Nobiletin in oranges and tangerines: active ingredient against obesity?

The molecule nobiletin in oranges could reverse obesity as the equivalent of just two and a half glasses of orange juice per day. As a result, this could increase the risk of heart disease and as an additive in medicationsreduce diabetes. This is a benefit that Western researchers attribute to the flavonoid. This extract is mainly found as an active ingredient in sweet oranges and mandarins.

Nobiletin effective in oranges

The study conducted showed that mice that researchers fed a high-fat diet but also administered nobiletin were noticeably leaner compared to other laboratory mice. The scientists fed the mice high amounts of cholesterol, but they had reduced insulin resistance and blood lipids.

“We further showed that we can also intervene with nobiletin in oranges,” said Schulich Professor Murray Huff, who has been studying the effects of nobiletin for more than a decade. “We showed that in mice that already have all the negative symptoms of obesity, we can use nobiletin to reverse those symptoms and even reverse the plaque buildup in the arteries, known as atherosclerosis.”

However, Huff also says that he and his team still don't know exactly how Nobiletin works. The researchers hypothesized that the molecule likely acts in a way that regulates how the body handles fat. This regulator, called AMP kinase, turns on the machinery in the body that burns fats to produce energy. Thus, this process blocks the production of fats. However, when researchers examined the effects of nobiletin on mice that had been genetically modified, they did not observe the same effect.

Study results

“This result showed us that nobiletin does not act on AMP kinase and bypasses this master regulator of fat utilization in the body. What we’re left with is the question, how does Nobiletin do it?”

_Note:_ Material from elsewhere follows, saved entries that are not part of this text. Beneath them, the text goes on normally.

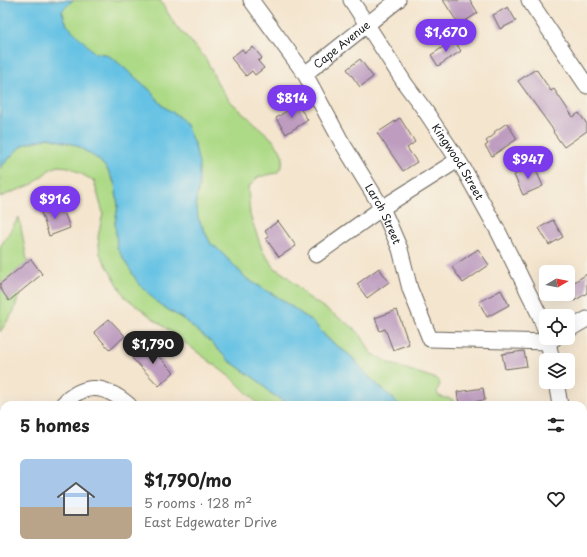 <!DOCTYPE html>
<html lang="en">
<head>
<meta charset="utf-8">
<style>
	:root { --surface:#fff; --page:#f6f6f6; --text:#222; --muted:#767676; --accent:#7c3aed }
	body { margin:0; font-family:"Playpen Sans",sans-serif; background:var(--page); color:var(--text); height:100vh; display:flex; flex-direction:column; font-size:15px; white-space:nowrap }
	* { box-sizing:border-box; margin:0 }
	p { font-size:13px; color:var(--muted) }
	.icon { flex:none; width:22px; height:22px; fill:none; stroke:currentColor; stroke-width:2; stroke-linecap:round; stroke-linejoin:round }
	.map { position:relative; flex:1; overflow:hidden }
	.details { position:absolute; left:0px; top:401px; width:587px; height:156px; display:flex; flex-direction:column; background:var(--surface); border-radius:12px 12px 0 0; box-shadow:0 4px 16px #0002 }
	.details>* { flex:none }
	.needle { width:26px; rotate:80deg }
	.controls { position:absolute; left:539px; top:265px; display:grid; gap:8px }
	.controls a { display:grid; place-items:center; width:36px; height:36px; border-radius:6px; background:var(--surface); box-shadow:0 4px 16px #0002; font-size:20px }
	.price { position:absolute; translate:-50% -34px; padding:0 9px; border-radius:14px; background:var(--accent); color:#fff; font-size:13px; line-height:26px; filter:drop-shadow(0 1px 2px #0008) }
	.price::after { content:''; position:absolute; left:50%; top:24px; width:12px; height:9px; margin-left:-6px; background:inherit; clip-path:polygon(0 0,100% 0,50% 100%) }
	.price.active { background:#222; color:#fff }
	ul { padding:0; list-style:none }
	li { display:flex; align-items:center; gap:12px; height:100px; padding:0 20px }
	li span { display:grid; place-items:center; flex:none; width:112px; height:80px; border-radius:6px; color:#555 }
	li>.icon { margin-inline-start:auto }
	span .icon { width:48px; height:48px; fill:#fffc; stroke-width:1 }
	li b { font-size:17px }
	h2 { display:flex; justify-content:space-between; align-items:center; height:48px; padding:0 20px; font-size:17px }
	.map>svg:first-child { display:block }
</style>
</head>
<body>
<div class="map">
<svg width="587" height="557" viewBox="0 0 587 557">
	<rect width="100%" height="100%" fill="#f7f3e8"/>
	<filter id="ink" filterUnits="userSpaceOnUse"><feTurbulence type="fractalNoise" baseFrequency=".025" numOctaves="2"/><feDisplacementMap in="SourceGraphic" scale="8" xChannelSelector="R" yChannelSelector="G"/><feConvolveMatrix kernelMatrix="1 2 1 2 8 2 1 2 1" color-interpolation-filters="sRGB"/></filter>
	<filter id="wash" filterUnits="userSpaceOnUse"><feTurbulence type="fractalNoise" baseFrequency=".012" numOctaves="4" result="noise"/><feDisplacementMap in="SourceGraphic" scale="16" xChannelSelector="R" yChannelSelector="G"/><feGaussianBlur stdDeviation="0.9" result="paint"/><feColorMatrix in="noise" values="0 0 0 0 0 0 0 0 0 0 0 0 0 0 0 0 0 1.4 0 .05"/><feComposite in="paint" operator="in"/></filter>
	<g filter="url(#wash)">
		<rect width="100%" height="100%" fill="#f4e5ce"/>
		<path fill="#adda86" stroke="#647b51" d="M 73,0 L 160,0 L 177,28 L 186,36 L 206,59 L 218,84 L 230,101 L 272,139 L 280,150 L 283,157 L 282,166 L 277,173 L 258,177 L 248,188 L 250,215 L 263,252 L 275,268 L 288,277 L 308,297 L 354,328 L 362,337 L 371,353 L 391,364 L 437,379 L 440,384 L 437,391 L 438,395 C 443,399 448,397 453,400 L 454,405 L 400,405 L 368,376 L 351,356 L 328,339 L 313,322 L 281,299 L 247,279 L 217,248 L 211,244 L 198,218 L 196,200 L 199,187 L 178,116 L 163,106 L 151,91 L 105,54 L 95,53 L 67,25 L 62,11 Z
			M 49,138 L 76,145 L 99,160 L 107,169 L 115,185 L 118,206 L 115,223 L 159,304 L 183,319 L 212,343 L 228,360 L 260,382 L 269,392 L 289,405 L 259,405 L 234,380 L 125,297 L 100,254 L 98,237 L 103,213 L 94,181 L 69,167 L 58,166 L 49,170 L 33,184 L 0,197 L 0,168 L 17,150 L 26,144 Z
			M 19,217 L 28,265 L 14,311 L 0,332 L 0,247 Z
			M 420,553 L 452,553 L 450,557 L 421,557 Z"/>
		<path fill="#66c2e4" stroke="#416f80" d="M 0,0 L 73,0 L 62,11 L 67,25 L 95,53 L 105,54 L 114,59 L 151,91 L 163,106 L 178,116 L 186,125 L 195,146 L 199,164 L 199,187 L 196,200 L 198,218 L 211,244 L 217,248 L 247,279 L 281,299 L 313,322 L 328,339 L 351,356 L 368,376 L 400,405 L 289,405 L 269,392 L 260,382 L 228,360 L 212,343 L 183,319 L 159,304 L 138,283 L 117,248 L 115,223 L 118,206 L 115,184 L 107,169 L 99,160 L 76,145 L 49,138 L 26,144 L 17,150 L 0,168 Z
			M 325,553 L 420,553 L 421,557 L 324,557 Z"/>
		<g id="blocks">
			<path fill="#bd9cc0" d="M 443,0 L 470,0 L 478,13 L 459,25 Z
				M 508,7 L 516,21 L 500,29 L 493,15 Z
				M 454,40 L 461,51 L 438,66 L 431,55 Z
				M 253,47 L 262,58 L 258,61 L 264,68 L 255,75 L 252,71 L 246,76 L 231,58 L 242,49 L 245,53 Z
				M 360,59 L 373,77 L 360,87 L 347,69 Z
				M 536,69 L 551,91 L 554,89 L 573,117 L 579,113 L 587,124 L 587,131 L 564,147 L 553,132 L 554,131 L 518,81 Z
				M 297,104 L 308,120 L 286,134 L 276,118 Z
				M 400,118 L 415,142 L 407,148 L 417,162 L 403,171 L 377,133 Z
				M 507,123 L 517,139 L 492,156 L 485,146 L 488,144 L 486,141 L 495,134 L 494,132 Z
				M 534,166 L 543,186 L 523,195 L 514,175 Z
				M 61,204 L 70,228 L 49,236 L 41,212 Z
				M 553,220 L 563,237 L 549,245 L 539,228 Z
				M 278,221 L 296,246 L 279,257 L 266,239 L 269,237 L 265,231 Z
				M 478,249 L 489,265 L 463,283 L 452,267 Z
				M 31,259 L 42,274 L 9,301 L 0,288 L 0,284 Z
				M 379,268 L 389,282 L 367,298 L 357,284 Z
				M 587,274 L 587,293 L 574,301 L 568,292 L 568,286 Z
				M 501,290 L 509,305 L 487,317 L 479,302 Z
				M 397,310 L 409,344 L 393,350 L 385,329 L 380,331 L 375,318 Z
				M 109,319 L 125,336 L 110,350 L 94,332 Z
				M 146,344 L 174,372 L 159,386 L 132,358 Z
				M 524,351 L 527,366 L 505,369 L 502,354 Z
				M 483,388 L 485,400 L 459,404 L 457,392 Z"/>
		</g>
	</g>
	<g filter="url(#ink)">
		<use href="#blocks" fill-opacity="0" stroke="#68625a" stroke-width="1"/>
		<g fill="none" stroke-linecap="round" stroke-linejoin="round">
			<g stroke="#68625a" stroke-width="17">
				<g id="street">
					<path id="s1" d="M 251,0 L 305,74 L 341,141 L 382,208 L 400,249 L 410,289 L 430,339 L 548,342 L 555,338"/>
					<path id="s2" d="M 351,0 L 406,85 L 424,109 L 462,166 L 497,229 L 540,316 L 546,333"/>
					<path d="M 529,0 L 587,86"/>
					<path id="s3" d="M 305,74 L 398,0"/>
					<path d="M 316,255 L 382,208 L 458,160"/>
					<path d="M 568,330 L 587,319"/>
					<path d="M 547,338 L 552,360"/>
					<path d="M 556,382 L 560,405"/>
					<path d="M 62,405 C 85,381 105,385 129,405"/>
					<path d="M 0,485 L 4,480"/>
					<path d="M 583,532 L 587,553"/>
					<path d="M 201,553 L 201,557"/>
				</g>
			</g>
			<use href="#street" stroke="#fff" stroke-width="15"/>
		</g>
	</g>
	<g text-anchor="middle" stroke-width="3.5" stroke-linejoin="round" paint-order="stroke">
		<g font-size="11" fill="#1c1c1c" stroke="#f7f3e8">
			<text dy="4" stroke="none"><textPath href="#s3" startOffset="47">Cape Avenue</textPath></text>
			<text dy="4" stroke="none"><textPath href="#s2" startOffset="194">Kingwood Street</textPath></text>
			<text dy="4" stroke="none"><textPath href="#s1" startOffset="252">Larch Street</textPath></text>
		</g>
	</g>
</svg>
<div class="controls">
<a><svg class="needle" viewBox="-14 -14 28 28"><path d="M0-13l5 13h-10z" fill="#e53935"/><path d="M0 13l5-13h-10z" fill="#767676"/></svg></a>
<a><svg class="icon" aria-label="locate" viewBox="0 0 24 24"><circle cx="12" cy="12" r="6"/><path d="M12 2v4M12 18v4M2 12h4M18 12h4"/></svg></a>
<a><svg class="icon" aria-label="layers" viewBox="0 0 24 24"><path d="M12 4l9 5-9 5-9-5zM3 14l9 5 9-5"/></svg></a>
</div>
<b class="price" style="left:446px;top:53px">$1,670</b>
<b class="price" style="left:292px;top:119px">$814</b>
<b class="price" style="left:528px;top:180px">$947</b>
<b class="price" style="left:55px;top:220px">$916</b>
<b class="price active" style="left:153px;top:365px">$1,790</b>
<section class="details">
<h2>5 homes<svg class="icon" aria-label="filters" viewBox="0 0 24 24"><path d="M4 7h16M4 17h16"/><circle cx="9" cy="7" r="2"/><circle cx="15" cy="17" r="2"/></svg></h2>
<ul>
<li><span style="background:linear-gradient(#a9c7e8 60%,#b9a48a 0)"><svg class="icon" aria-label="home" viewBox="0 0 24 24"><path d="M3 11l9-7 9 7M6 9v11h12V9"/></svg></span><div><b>$1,790/mo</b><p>5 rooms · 128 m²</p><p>East Edgewater Drive</p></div><svg class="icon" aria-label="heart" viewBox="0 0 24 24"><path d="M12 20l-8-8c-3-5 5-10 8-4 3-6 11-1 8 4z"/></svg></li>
</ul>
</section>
</div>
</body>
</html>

He also says that while the mystery remains, this latest finding is still clinically important. It shows that Nobiletin does not interfere with other drugs that work on fat burning. In his opinionCurrent therapeutics work against diabeteslike metformin also in this way. The next step is primarily to transfer these studies to humans. This allows us to determine whether nobiletin in oranges has the same positive effects on metabolism.

“Obesity and the resulting metabolic syndromes place a tremendous burden on our health care system. We have very few interventions that have been shown to work effectively,” Huff said. “We have to take this focus out of theStudycontinue to focus on the discovery of new therapeutics.”